Maserak pobił kobietę?!
"W przypływie szału skierował swój cios wprost w swoją twarz" - opowiada 31-letnia Anita na łamach jednego z tabloidów, twierdząc, że została pobita przez Rafała Maseraka. Ten podkreśla, że to prowokacja...
Jak czytamy w "Super Expressie", do incydentu miało dojść pod jednym z warszawskich klubów - kobieta widząc szarpiących się mężczyzn, postanowiła ich rozdzielić. Wówczas jeden z nich - Rafał Maserak - odpowiedział ciosem.
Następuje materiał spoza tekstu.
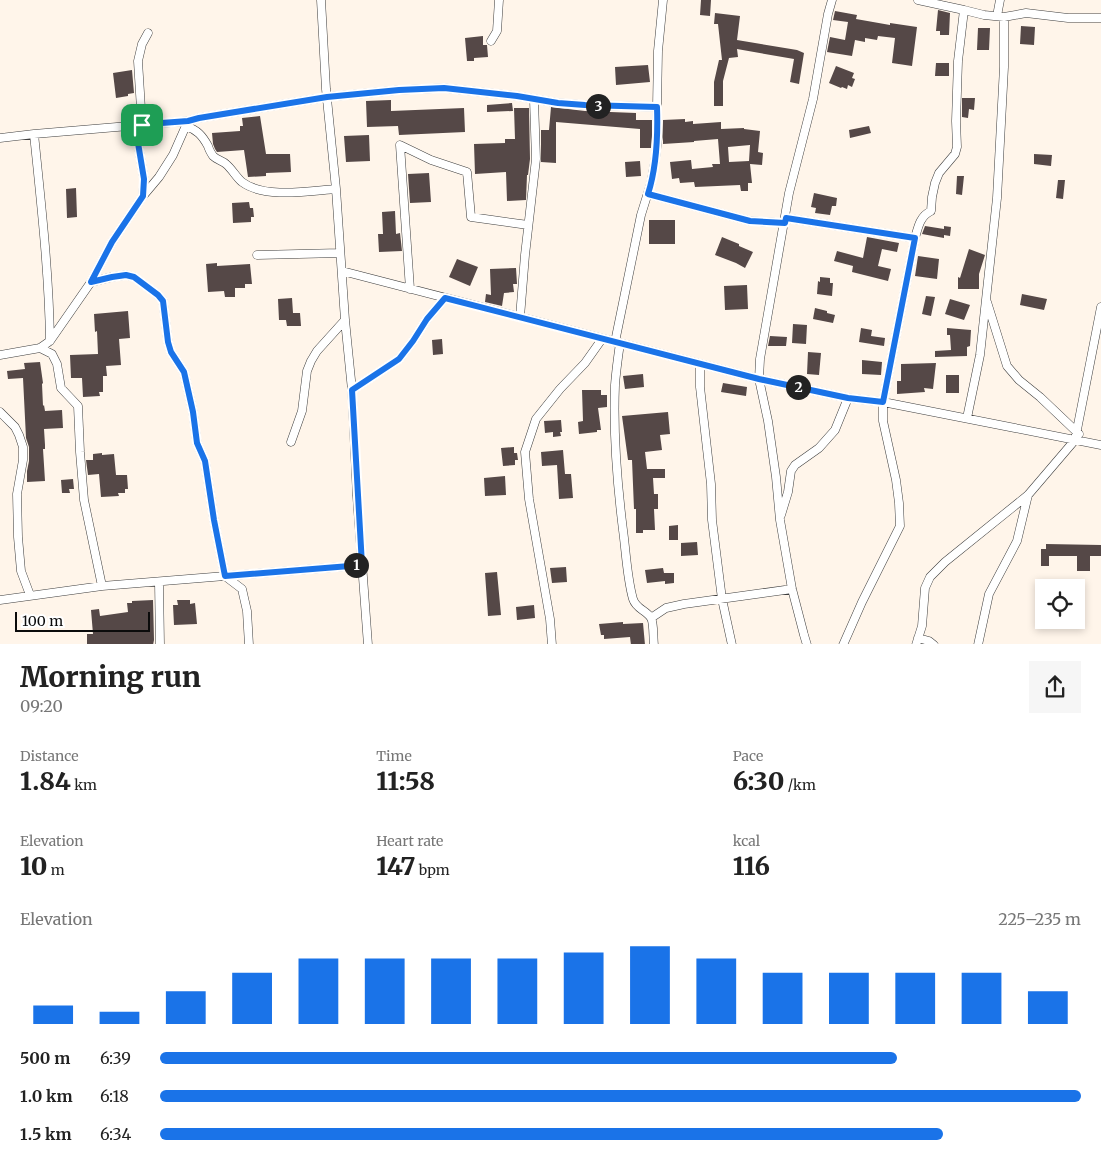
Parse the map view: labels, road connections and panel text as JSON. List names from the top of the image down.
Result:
{
  "scale_bar": "100 m",
  "page": {
    "pins": ["3", "2", "1"],
    "scale": "100 m",
    "heading": ["Morning run", "09:20"],
    "stats": [
      ["Distance", "1.84 km"],
      ["Time", "11:58"],
      ["Pace", "6:30 /km"],
      ["Elevation", "10 m"],
      ["Heart rate", "147 bpm"],
      ["kcal", "116"]
    ],
    "chart": ["Elevation", "225–235 m"],
    "list": [
      {
        "name": "500 m",
        "note": "6:39"
      },
      {
        "name": "1.0 km",
        "note": "6:18"
      },
      {
        "name": "1.5 km",
        "note": "6:34"
      }
    ]
  }
}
Zalana krwią upadła na chodnik i straciła przytomność. Obdukcja lekarska wykazała stłuczenie głowy, wstrząśnienie mózgu, zasinienie obu oczodołów i ranę grzbietu nosa.
Tancerz, pytany przez tabloid o całe zdarzenie, mówi wprost: to prowokacja - wychodząc z klubu, zobaczył skuloną dziewczynę, do której jedynie podszedł i zapytał, czy wszystko w porządku.
W związku z opublikowaniem przez tabloid "nieprawdziwego i bulwersującego materiału", rzeczywisty obraz sytuacji wraz z naświetleniem bezpodstawnych oskarżeń, Rafał przedstawił podczas szybko zwołanej specjalnej konferencji prasowej.
Sprawą już zajmuje się policja. Kto kłamie?